Seharusnya ada efek jera setelah melihat betapa menyedihkan para pejabat yang tersandung perkara pidana, khususnya korupsi. Dulu mungkin begitu disanjung dan disegani oleh masyarakat dan bawahannya. Setelah menjalani hidup di bui dan kembali menjadi orang biasa keadaan sudah lain. Barangkali mereka yang pernah dekat akan menjauh. Itu suatu siksaan psikologis tersendiri yang terasa amat pedih. Namun ada pula yang seperti kebal atau malah bebal. Orang-orang seperti itu tak pernah merasa bersalah, apalagi berupaya memperbaiki diri. Bagi mereka, uang adalah segalanya, termasuk untuk membeli kehormatan.

Kini muncul wacana hukuman mati bagi koruptor di samping hukuman sosial berupa pengucilan dari pergaulan.
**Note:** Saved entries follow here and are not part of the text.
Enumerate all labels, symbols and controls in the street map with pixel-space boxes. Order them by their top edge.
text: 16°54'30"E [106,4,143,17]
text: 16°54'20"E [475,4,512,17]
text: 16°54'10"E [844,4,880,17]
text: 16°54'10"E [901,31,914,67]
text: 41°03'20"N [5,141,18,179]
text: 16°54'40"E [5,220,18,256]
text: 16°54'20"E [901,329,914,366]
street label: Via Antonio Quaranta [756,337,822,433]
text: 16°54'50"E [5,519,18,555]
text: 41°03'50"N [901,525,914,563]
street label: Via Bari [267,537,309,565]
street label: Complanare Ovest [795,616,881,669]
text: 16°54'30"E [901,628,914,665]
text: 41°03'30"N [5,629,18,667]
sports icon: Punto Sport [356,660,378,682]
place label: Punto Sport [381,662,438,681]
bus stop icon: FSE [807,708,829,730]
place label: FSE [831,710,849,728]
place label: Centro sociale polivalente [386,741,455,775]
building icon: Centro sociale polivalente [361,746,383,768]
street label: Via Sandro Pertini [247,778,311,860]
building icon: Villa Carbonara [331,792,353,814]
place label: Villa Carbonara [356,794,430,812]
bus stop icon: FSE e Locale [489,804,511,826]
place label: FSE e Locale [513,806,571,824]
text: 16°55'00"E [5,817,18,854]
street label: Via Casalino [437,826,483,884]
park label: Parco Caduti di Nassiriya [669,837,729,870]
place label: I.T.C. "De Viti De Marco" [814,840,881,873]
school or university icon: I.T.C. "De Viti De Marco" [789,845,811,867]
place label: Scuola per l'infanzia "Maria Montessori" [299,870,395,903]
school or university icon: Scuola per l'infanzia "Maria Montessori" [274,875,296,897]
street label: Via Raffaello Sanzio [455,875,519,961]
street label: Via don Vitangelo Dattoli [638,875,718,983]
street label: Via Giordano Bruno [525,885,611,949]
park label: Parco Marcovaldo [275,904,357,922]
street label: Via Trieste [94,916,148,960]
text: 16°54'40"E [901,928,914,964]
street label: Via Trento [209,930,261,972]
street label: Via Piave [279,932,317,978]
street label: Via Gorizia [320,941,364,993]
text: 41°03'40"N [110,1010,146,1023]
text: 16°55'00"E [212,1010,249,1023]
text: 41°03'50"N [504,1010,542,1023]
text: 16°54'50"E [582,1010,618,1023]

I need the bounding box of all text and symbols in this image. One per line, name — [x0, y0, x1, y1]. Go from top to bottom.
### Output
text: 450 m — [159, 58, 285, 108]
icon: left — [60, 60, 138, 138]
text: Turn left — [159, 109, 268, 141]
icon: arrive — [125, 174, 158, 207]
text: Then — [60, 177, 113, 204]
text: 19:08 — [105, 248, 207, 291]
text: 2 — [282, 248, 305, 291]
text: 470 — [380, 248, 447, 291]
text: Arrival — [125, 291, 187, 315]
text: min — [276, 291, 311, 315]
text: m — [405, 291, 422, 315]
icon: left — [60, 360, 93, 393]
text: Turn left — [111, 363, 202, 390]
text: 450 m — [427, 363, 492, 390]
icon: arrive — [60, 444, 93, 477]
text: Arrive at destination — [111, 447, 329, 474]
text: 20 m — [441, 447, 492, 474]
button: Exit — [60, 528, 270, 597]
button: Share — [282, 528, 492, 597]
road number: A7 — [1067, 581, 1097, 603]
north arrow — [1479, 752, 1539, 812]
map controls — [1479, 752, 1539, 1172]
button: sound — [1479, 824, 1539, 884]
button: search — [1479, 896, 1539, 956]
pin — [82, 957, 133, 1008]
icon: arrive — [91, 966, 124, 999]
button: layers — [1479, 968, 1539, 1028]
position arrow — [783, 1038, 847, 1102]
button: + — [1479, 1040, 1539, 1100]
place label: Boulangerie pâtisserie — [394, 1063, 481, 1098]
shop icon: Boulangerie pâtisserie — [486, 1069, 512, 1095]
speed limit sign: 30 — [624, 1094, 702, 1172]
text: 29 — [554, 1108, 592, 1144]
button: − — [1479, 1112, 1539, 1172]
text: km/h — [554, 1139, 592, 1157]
Semestinya itu menjadi peringatan dini bagi mereka yang punya niat untuk melakukan tindak pidana korupsi ketika menduduki posisi strategis, jabatan tertentu, atau pemimpin. Euforia menjadi raja-raja kecil di daerah sudah saatnya diakhiri. Kekuasaan dan kewenangan yang terlalu besar memang cenderung korup. Rakyat dan lembaga-lembaga yang berfungsi sebagai kontrol harus menjalankan perannya. Jangan lagi ada orang-orang terhormat terpeleset karena menyalahgunakan posisinya untuk kepentingan pribadi.